Kemenangan Biden diyakini akan mengubah peta politik internasional, termasuk isu Timur Tengah dan Palestina-Israel. Biden dikenal menentang Israel terkait aneksasi Tepi Barat.

WowKeren - Perdana Menteri Israel, Benjamin Netanyahu, mengaku telah bersiap jika capres AS dari Partai Demokrat, Joe Biden, memenangkan pilpres. Sebagaimana diketahui, Biden bahkan telah mendekati suara electoral 270, syarat penentu kemenangan di pilpres AS.

Kemenangan Biden diyakini akan mengubah peta politik internasional, termasuk isu Timur Tengah dan Palestina-Israel. Seperti yang diketahui, presiden Donald Trump selama ini dekat dengan Netanyahu. Trump bahkan telah memindahkan Kedutaan AS ke Yerusalem.

Dilansir dari The Jerusalem Post, salah satu sumber melaporkan bahwa Netanyahu telah mempersiapkan kemungkinan kemenangan Biden. Netanyahu tahu sekutunya Presiden Donald Trump kesulitan dalam pilpres ini.

Dalam wawancara sebelumnya, Netanyahu membahas rencana aneksasi tapi ia juga menyinggung pendekatan Trump di Timur Tengah secara keseluruhan. Ditanya apakah Israel perlu melakukan aneksasi sebelum pemilu AS, Netanyahu mengatakan pemilu tidak mendorong rencana tersebut.

"Pemerintahan mana pun, baik Demokrat maupun Republik harus bekerja dengan realita baru, mereka harus mempertimbangkan situasi baru, Anda tidak bisa bekerja berdasarkan kebohongan," kata Netanyahu.

Lebih lanjut, Netanyahu mengatakan ia tidak peduli kandidat mana yang akan menang. "Saya akan bekerja dengan baik dengan Demokrat maupun Republik," katanya.


Kendati demikian, disebutkan bahwa posisi Israel akan tetap aman meski nantinya Joe Biden mengalahkan Trump dalam pilpres. Wakil ketua Partai Demokrat di Luar Negeri, Elana Sztokman, menyatakan Isarel tidak perlu khawatir dan proses normalisasi yang dimulai oleh Trump akan terus berlanjut di bawah Biden.

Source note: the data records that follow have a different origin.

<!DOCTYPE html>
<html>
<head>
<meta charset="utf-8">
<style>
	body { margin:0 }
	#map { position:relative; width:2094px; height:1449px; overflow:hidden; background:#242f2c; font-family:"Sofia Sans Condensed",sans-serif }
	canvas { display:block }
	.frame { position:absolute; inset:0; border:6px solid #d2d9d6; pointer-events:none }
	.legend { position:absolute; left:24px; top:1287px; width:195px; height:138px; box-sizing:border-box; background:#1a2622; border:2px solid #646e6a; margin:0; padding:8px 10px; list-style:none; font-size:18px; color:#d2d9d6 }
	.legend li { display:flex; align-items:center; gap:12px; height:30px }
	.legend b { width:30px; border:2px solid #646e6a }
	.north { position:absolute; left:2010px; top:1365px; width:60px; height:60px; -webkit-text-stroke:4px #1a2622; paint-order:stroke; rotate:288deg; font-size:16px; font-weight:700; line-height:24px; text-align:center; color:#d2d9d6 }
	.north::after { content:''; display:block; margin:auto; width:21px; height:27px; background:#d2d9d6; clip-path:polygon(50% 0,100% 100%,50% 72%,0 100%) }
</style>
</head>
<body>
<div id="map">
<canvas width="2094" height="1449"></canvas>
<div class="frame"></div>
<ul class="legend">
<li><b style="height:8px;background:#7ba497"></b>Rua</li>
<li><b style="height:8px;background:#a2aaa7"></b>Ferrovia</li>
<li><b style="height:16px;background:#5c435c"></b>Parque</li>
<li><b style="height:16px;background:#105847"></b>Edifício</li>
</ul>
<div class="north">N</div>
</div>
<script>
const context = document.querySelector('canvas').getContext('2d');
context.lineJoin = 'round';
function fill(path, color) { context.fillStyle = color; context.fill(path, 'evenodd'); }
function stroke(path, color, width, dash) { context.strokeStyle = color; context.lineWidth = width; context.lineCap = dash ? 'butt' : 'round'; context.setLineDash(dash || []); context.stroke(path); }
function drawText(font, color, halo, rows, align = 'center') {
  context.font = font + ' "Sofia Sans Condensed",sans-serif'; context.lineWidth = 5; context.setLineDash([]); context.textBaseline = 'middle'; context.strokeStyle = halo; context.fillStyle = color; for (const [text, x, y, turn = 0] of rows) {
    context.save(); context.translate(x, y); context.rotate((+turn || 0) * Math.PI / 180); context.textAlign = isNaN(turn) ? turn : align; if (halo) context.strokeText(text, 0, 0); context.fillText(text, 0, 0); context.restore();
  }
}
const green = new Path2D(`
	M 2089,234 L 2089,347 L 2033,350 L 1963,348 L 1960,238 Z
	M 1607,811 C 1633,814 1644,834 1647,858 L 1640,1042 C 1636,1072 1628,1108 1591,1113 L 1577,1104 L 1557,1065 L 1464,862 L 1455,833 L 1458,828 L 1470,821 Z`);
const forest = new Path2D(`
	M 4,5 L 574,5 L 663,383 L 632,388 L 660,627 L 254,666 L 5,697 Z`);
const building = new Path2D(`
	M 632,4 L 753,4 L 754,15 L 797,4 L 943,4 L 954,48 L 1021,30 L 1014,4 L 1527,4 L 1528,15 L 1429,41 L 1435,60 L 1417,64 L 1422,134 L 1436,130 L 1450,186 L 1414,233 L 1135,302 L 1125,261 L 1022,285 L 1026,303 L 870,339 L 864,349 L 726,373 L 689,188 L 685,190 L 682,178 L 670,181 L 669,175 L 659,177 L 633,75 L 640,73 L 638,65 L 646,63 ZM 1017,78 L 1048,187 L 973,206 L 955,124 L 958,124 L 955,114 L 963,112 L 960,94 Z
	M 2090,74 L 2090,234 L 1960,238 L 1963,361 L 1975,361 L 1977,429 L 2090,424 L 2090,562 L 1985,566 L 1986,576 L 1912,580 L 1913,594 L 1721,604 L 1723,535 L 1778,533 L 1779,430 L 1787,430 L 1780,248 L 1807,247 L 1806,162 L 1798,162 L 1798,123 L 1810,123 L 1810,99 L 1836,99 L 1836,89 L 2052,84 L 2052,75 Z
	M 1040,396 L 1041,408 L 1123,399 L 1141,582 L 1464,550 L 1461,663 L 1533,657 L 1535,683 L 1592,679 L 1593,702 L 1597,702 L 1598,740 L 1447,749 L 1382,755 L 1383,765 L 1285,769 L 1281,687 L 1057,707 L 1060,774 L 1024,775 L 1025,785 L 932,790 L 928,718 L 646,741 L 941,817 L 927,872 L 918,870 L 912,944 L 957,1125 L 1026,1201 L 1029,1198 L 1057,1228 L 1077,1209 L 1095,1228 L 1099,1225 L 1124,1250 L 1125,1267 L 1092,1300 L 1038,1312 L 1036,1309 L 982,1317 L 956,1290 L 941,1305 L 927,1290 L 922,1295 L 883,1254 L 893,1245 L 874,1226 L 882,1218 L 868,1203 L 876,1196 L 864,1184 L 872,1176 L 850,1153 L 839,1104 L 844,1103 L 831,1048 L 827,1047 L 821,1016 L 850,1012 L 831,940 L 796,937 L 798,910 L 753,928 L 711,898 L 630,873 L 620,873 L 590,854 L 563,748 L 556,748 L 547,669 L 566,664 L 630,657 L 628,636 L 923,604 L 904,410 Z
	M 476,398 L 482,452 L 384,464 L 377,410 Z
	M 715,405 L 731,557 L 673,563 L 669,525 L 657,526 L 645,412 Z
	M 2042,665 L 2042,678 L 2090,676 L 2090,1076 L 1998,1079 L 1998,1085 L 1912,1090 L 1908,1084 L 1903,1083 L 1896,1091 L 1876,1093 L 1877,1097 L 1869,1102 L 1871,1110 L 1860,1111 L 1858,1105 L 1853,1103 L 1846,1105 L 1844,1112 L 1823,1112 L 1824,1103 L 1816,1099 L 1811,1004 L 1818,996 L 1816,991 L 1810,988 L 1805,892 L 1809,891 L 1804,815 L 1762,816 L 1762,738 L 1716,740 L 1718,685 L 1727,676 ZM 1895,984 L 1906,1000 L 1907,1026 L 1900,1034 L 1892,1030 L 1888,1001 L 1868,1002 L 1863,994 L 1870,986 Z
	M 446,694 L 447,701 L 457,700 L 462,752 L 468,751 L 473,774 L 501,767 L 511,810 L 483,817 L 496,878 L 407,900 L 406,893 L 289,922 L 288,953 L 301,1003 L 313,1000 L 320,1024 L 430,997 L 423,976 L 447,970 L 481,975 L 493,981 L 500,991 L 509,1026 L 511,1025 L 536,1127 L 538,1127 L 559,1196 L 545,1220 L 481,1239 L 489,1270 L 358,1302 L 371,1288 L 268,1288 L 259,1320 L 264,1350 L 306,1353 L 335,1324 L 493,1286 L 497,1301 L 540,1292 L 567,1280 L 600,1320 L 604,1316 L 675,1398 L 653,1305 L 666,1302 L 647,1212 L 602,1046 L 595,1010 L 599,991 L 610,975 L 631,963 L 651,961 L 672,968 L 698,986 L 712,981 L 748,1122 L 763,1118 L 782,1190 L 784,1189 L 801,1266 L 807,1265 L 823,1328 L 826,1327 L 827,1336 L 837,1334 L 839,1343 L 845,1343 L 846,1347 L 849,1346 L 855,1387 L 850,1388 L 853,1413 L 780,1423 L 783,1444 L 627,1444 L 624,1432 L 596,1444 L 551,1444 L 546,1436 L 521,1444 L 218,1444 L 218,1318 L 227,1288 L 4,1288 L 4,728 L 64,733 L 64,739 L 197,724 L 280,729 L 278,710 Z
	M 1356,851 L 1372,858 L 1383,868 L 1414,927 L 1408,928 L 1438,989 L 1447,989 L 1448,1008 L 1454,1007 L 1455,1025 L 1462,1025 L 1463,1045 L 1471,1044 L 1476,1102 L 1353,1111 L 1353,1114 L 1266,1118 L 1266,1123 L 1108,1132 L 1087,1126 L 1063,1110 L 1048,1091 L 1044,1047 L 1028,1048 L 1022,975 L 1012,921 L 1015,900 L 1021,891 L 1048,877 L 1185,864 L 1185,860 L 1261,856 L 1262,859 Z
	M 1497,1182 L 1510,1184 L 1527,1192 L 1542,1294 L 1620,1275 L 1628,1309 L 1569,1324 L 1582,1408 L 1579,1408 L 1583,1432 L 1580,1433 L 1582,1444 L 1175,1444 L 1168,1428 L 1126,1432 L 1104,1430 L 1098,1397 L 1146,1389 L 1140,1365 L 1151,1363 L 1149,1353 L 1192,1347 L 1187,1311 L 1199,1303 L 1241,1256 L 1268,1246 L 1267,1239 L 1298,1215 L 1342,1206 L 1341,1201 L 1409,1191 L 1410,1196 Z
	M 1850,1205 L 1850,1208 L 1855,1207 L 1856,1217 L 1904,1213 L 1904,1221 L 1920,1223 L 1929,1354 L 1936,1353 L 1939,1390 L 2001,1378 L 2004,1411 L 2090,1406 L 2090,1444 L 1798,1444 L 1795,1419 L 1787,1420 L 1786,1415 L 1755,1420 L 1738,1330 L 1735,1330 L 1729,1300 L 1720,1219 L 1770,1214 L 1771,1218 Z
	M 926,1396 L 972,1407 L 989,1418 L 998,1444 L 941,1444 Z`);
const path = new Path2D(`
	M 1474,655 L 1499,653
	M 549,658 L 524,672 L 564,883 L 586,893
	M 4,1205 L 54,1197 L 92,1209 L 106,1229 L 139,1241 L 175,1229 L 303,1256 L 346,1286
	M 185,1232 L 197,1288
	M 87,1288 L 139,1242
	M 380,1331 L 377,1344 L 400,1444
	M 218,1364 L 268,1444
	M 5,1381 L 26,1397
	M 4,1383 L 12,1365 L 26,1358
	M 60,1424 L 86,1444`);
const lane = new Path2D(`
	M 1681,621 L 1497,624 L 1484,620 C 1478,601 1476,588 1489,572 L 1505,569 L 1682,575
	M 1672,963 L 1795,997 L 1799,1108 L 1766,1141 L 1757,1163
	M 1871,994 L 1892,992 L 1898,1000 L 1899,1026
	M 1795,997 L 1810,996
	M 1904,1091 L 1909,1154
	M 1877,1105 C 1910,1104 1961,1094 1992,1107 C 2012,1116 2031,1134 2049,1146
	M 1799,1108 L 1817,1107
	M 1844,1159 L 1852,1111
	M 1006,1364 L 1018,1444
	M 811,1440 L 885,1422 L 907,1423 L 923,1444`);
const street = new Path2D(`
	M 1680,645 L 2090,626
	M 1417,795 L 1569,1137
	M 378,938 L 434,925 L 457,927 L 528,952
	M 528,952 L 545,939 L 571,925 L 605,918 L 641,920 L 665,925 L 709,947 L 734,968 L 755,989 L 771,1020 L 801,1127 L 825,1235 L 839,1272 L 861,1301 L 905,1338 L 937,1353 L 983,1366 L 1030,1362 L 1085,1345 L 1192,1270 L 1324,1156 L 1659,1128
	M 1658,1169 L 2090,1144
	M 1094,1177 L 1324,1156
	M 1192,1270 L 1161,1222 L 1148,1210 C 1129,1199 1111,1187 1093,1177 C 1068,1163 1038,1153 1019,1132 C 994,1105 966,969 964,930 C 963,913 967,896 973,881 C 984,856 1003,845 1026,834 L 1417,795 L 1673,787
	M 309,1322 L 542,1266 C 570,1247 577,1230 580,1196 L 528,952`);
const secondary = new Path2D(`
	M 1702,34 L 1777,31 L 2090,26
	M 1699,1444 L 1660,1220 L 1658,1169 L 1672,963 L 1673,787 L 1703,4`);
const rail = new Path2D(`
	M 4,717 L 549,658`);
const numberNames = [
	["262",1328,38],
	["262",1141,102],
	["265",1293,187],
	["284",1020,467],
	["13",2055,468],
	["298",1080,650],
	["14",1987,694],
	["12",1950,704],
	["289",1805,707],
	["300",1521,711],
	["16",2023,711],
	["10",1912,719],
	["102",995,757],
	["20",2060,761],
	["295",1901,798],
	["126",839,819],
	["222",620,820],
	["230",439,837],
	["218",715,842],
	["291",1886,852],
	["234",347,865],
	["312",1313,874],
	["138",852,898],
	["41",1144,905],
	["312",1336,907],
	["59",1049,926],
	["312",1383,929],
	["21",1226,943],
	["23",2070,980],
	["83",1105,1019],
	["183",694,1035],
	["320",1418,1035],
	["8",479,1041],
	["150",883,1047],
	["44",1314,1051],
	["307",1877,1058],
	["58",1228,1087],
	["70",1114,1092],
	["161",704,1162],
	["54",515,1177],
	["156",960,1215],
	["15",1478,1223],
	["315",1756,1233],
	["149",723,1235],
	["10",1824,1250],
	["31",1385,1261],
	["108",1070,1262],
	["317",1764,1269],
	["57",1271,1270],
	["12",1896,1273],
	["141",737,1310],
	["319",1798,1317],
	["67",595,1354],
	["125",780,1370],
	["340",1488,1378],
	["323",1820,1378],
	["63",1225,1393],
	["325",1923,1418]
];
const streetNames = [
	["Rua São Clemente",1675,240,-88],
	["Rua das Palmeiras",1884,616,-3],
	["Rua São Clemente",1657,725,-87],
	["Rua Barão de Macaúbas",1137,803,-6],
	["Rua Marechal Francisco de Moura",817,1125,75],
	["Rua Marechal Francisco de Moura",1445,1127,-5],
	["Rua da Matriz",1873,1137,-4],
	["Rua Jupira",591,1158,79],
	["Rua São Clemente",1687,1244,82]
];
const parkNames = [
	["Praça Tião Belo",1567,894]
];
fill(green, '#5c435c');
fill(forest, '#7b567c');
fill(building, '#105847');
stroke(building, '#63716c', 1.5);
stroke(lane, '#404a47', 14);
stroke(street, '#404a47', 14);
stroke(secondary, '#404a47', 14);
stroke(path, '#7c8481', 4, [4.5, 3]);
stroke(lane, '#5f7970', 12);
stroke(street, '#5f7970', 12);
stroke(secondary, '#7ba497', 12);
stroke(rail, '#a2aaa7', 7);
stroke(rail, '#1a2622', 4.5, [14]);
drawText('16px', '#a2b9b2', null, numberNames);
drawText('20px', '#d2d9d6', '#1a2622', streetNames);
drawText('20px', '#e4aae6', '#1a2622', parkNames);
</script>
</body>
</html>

Biden dikenal menentang Israel yang memperluas aktivitasnya di Tepi Barat dan telah berjanji mengembalikan uang yang dipotong oleh pemerintahan Trump ke Palestina. Namun, pandangan mantan wakil presiden era Barack Obama tersebut tampaknya sebagian besar mendukung Israel.

Pada Mei, Biden menyatakan tidak akan memindahkan Kedutaan Besar AS kembali ke Tel Aviv jika terpilih. Dia juga kemudian berjanji melanjutkan kerja sama militer yang erat dengan Israel dan memberikan bantuan miliaran dolar kepada negara tersebut. Sztokman menyebut bahwa Biden ingin mencari jalan tengah dan solusi yang menguntungkan.

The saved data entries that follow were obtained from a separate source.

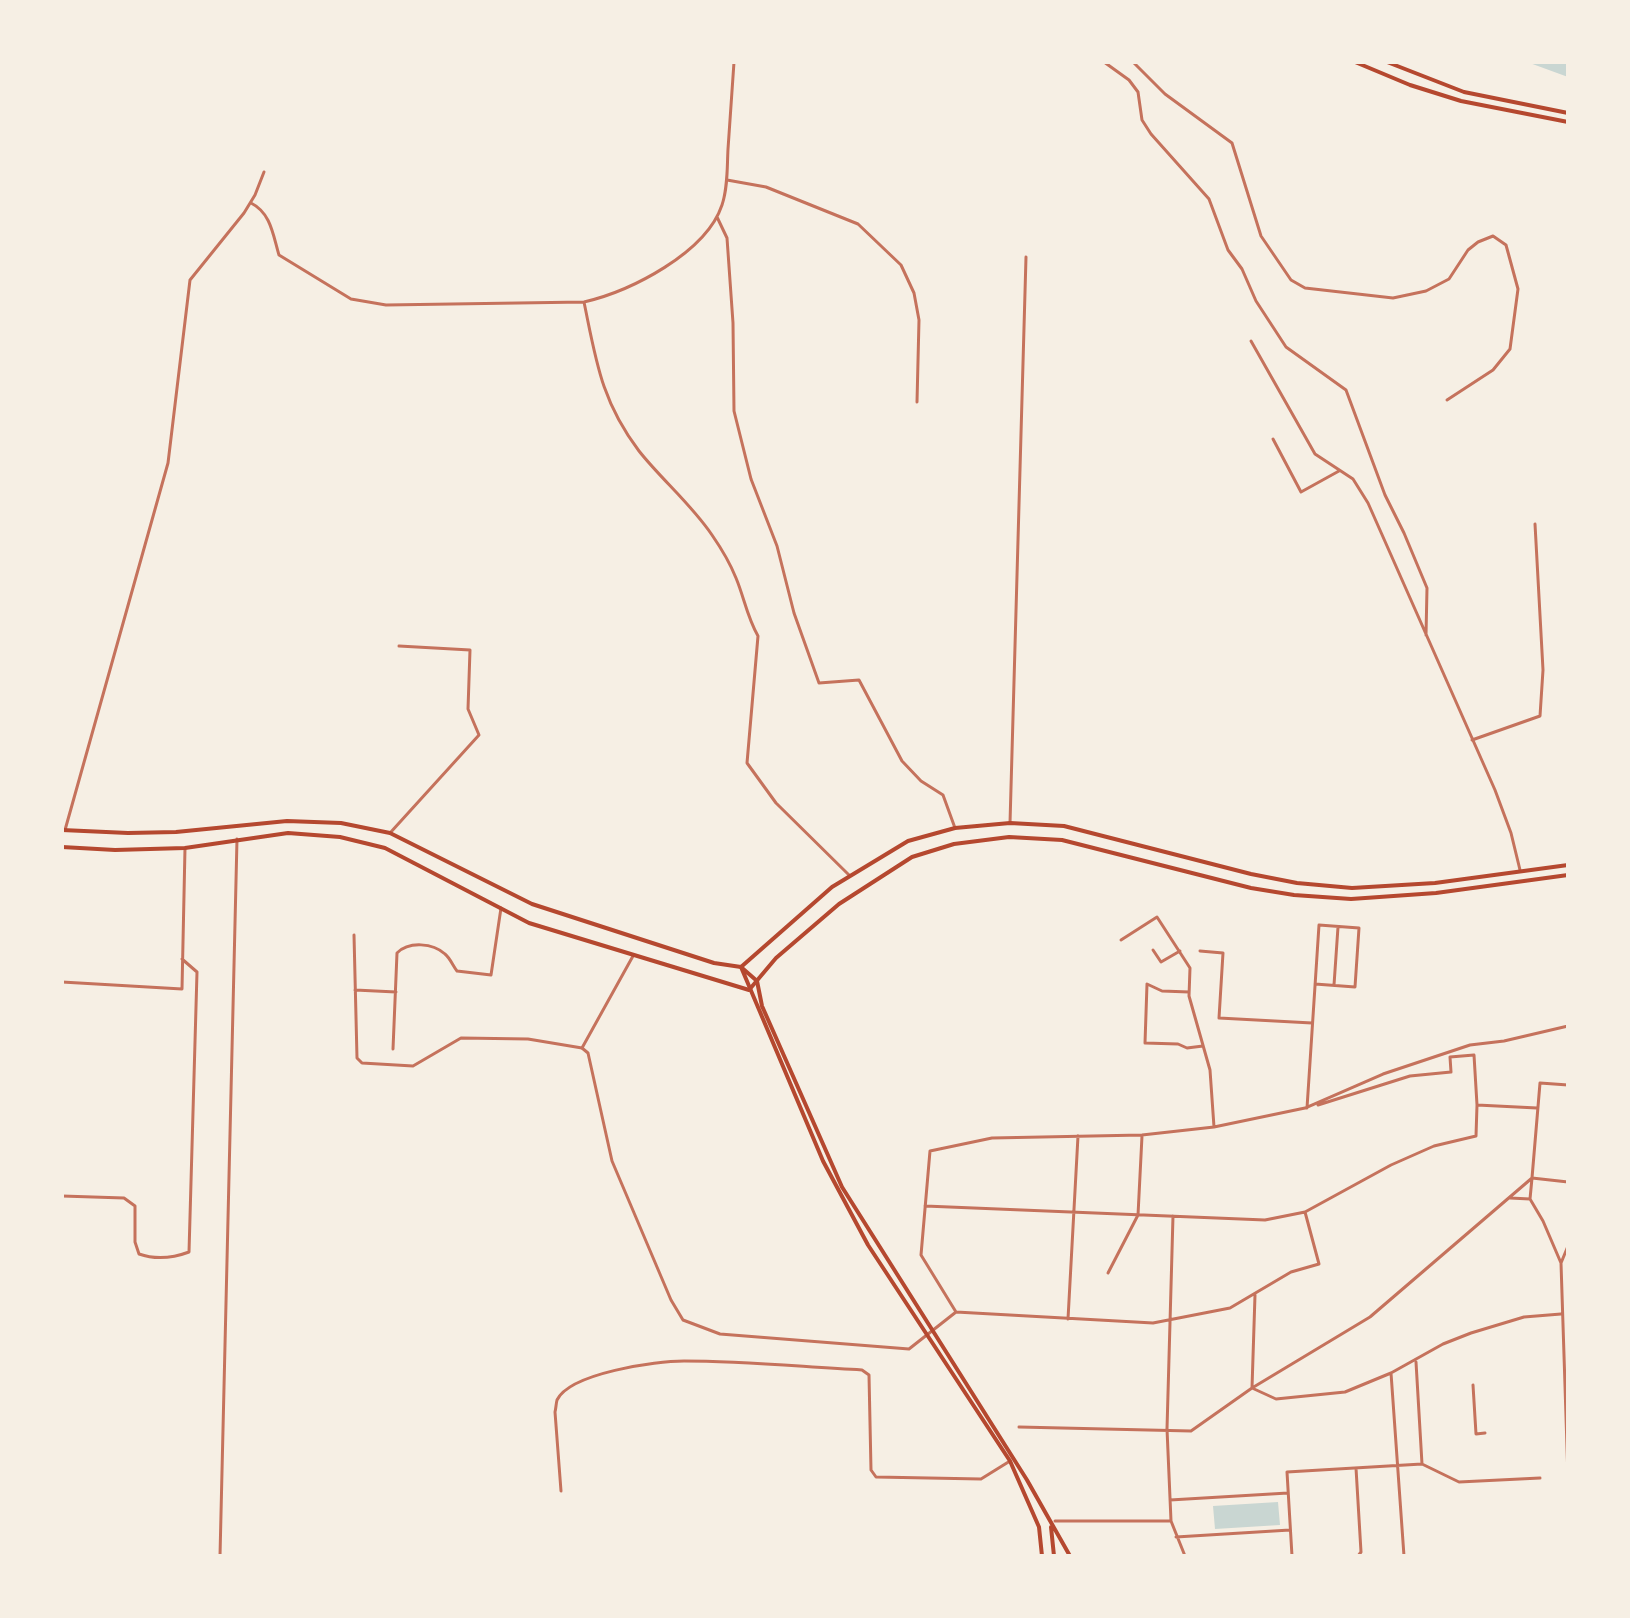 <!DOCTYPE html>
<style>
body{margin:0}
#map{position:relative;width:1630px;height:1618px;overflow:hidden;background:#f6efe4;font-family:"PT Sans",sans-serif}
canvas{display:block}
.frame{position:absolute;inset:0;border:64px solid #f6efe4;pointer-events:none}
</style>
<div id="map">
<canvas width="1630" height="1618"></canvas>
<div class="frame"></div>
</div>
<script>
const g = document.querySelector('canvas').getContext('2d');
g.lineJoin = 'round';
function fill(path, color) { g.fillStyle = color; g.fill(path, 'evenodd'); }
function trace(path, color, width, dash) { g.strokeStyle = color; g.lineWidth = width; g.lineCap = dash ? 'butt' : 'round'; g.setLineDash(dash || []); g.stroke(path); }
fill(new Path2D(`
 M1527,62H1568V77Z
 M1278,1502L1280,1525L1215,1529L1213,1506Z`), '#c9d6d2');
trace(new Path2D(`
 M1104,62L1129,80L1138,92L1142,120L1151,134L1209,199L1228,250L1242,269L1256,301L1286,347L1346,390L1385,495L1404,533L1427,588L1426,635
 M1133,62L1165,94L1232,143L1261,236L1291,280L1305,288L1393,298L1426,291L1449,279L1468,250L1478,242L1493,236L1506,245L1518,289L1510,349L1493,370L1447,400
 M727,180L766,187L858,224L901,265L914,293L919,320L917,402
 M251,203C271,213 273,235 279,255L351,299L386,305L584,302C631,291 706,253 722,205C728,187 727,167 728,149C730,120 732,91 734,62
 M717,217L727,238L733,323L734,411L751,479L777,546L794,613L819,683L859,680L902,761L921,781L943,795L955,828
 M584,302C596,360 601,401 639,451C662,480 691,504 712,535C721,548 730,563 736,578C744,597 747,617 758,636L747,763L776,803L849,875
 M1251,341L1315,454L1353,479L1368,503L1495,790L1511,833L1520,870
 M1273,439L1301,492L1339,471
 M1472,740L1540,716L1543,670L1535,524
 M65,830L168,463L190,280L244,213L255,195L264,172
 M390,833L479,735L468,709L470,650L399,646
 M354,935L357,1058L362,1063L413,1066L461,1038L528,1039L582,1048L588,1053L612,1161L671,1300L683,1320L720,1334L909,1349L956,1312L1153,1323L1230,1308L1291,1272L1319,1264L1305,1212L1265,1220L925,1206
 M1121,940L1157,917L1190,968L1189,996L1210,1070L1214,1127
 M1153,950L1161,962L1180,951
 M1200,951L1223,953L1219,1018L1312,1023
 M62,982L182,989L185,848
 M1334,985L1338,927
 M355,990L396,992
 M1189,992L1162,991L1147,984L1145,1043L1178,1044L1187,1048L1203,1046
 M393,1049L397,953C409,941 433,943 445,954C450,958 453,966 457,971L491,975L501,908
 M1318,1105L1410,1076L1451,1072L1450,1057L1474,1055L1477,1105
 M1307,1108L1319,925L1359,928L1355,987L1315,984
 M62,1196L124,1198L135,1206V1242L139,1254C156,1260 173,1258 189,1252L197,972L182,959
 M1510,1198L1530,1199
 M1305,1212L1391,1165L1434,1146L1476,1136L1477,1105L1537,1108
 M1173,1216L1167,1429L1171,1521L1185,1556
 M1568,1246L1561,1263L1568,1478
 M1561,1263L1543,1221L1530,1199L1532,1178L1568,1182
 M1108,1273L1138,1215L1142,1136
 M956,1312L921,1255L930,1151L992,1138L1142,1135L1214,1127L1305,1108L1383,1074L1470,1045L1504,1041L1568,1026
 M1068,1319L1078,1136
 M1416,1362L1422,1464
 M1391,1373L1404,1556
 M1473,1385L1476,1434L1485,1433
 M1252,1388L1370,1317L1532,1178L1540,1083L1568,1085
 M1252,1388L1276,1399L1345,1392L1391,1373L1443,1344L1471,1333L1524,1317L1561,1314
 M1019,1427L1191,1431L1252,1388L1255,1295
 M1356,1468L1361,1552L1358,1556
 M561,1491L555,1412C556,1408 556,1404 557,1400C570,1373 656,1361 684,1361C743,1361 803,1367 862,1370L869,1375L871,1470L876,1477L981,1479L1010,1461
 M1170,1500L1288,1493
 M1055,1521H1171
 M1176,1537L1290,1530
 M220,1556L237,839
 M1292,1556L1287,1472L1422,1464L1459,1482L1540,1478`), '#c5725c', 3);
trace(new Path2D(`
 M1010,823L1026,257
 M582,1048L633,956`), '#c5725c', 3);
trace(new Path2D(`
 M741,967L757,981L762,1006L842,1187L1027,1480L1070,1556
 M741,967L823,1161L868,1245L1010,1461L1039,1527L1042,1556
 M1051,1527L1054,1556`), '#b5482f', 4);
trace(new Path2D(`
 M1355,62L1410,85L1461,101L1568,122
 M1387,62L1464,92L1568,113
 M62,830L128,833L176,832L287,821L341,823L390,833L532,904L714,963L741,967L832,887L908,841L955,828L1010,823L1064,826L1251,874L1297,883L1352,888L1435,883L1568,865
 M62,847L115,850L185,848L288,833L340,837L385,848L529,923L749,990L776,958L839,904L912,857L954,844L1009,837L1062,840L1251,888L1294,895L1351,899L1436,893L1568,875`), '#b5482f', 4);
</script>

"Dia berkomitmen untuk keamanan Israel, tetapi pada saat yang sama dia juga mendukung solusi dua negara dan ingin mencapai perdamaian jangka panjang antara negara Yahudi dan Palestina," kata Sztokman.

Jika terpilih, Biden perlu mengatasi masalah yang timbul dari pemerintahan Trump dan mendapatkan kembali kepercayaan rakyat Palestina. Sztokman yakin bahwa dia akan siap menghadapi tantangan tersebut.

"Dia akan menjadi hebat untuk Israel dan kawasan. Dia cerdas dan memahami pentingnya stabilitas dan keamanan dan akan mampu memecahkan sejumlah masalah yang mendesak," imbuh Sztokman.

Hingga saat ini, penghitungan masih berlangsung. Sejauh ini hasil pemungutan suara sudah diumumkan di sejumlah negara bagian. Suara elektoral Biden masih lebih tinggi dibandingkan Trump. Joe Biden meraup 264 suara elektoral, sementara Trump mengantongi 214 suara elektoral.